One day, a coworker says, "We've got a big group coming in this afternoon. Make sure you make enough pizza to satisfy the hunger of ten people." He then hands you a bowl with just a small chunk of dough.
"This isn't going to be enough dough," you say. "This might work for a personal size pizza, but definitely won't work for feeding 10 people."
"Can't you just stretch the dough out?" he responds. "I've seen cooks on the Food Network do that."
"That's fake," you respond. "It would be much simpler, and the pizza would be much better, if you gave me enough dough to make an Extra Large pizza."
"Oh, okay," and then your coworker goes and makes enough dough for an Extra Large pizza, and everyone gets enough to eat.
The "Extra Large Pizza" in this case is comparable to a design project for print. Professional printers need large photos to make those graphics look great. A little tiny photo that would look good on a business card can not be blown up to look great at 21 inches tall (no matter what special effects you see on TV).
Let's look at another pizza conundrum.
A teenager walks into your restaurant and wants a pepperoni personal pizza. Your coworker says he'll handle this one, and your busy, so you let him take the reigns. You watch from across the room as he takes a huge clump of pizza dough and smashes it onto the prep table. It's enough dough for an Extra Large pizza, but he forces into into a mound of dough roughly the same size as a personal pizza (and 4 inches tall in the middle).
"You probably shouldn't serve that," you say as you walk over. "That's way too much dough for a little personal size pizza."
"It looks like the same size as a personal size pizza," he responds. "What's the big deal?"
"While it may look like a smaller pizza, you are giving them enough dough for 10 people, and that's just too much."
"So what should I do?" he asks dejectedly.

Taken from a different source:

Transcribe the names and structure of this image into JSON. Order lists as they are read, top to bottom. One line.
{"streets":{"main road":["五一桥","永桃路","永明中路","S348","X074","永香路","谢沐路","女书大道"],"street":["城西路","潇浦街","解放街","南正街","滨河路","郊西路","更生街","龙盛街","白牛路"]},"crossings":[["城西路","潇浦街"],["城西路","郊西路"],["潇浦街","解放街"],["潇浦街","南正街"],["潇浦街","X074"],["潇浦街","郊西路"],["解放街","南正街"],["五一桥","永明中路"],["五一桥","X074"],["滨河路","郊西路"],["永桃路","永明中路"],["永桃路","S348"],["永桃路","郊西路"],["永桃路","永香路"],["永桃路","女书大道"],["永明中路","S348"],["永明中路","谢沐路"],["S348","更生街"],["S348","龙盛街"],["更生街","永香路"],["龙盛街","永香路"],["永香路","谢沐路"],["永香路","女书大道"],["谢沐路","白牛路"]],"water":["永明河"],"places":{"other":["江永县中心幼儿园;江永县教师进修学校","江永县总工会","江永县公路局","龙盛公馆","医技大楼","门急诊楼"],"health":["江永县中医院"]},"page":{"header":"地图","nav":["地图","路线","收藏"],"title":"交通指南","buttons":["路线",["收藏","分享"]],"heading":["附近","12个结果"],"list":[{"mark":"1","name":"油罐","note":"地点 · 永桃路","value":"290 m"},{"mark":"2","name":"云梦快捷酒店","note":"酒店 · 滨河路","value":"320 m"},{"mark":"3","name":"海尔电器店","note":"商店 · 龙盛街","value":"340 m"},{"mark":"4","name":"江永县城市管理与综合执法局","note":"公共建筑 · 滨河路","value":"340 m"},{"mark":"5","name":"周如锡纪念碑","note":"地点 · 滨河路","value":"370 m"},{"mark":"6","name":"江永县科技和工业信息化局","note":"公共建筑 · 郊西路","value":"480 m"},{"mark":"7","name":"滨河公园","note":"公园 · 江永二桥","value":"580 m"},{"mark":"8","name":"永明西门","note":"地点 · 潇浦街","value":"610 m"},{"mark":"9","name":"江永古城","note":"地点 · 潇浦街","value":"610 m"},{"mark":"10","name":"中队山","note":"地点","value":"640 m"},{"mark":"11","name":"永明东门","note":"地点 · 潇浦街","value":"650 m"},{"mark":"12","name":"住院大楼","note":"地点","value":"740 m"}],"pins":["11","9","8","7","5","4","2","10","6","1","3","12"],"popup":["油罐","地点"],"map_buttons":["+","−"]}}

"Well, it's simple. Just take a small piece of that big lump, and make that into a personal pizza. Problem solved."
The personal pizza is comparable to photos for the web. While printers need big, high resolution photos, websites definitely do not. You want to deliver much smaller photos (less dough) so that your visitors can "digest" those photos easier.
Some website can trick you by allowing you to resize the photo in your page editor. In this case, your making the photo look smaller, but your visitor is still being forced to download all of that information. All of the websites we build come with the ability to automatically scale down the resolution of your photos when they upload, taking a 5 megabyte picture from your digital camera or smart phone, and reducing it down to 100 kilobytes. This can also be done in programs like Photoshop, Photoshop Elements, GIMP and Picasa (to name a few).
Lastly, lets talk about those kilobytes and megabytes. These are just terms to describe the size of a file on your computer. We can compare kilobytes to "feet" in distance measurement, and megabytes to "miles" in distance measurement. 100 feet is definitely shorter than 1 mile. 100 kilobytes is much smaller than 1 megabyte. In fact, it takes 1,024 kilobytes to equal one megabyte. Most digital cameras take photos that are at least 3 megabytes in size. 3+ megabytes is excellent for print, but not so good for the web, where 300 kilobytes or less will more effectively get the job done.
So when serving pizza, make sure to use the right amount of dough. When providing photos for projects, make sure to provide the right image size for the project.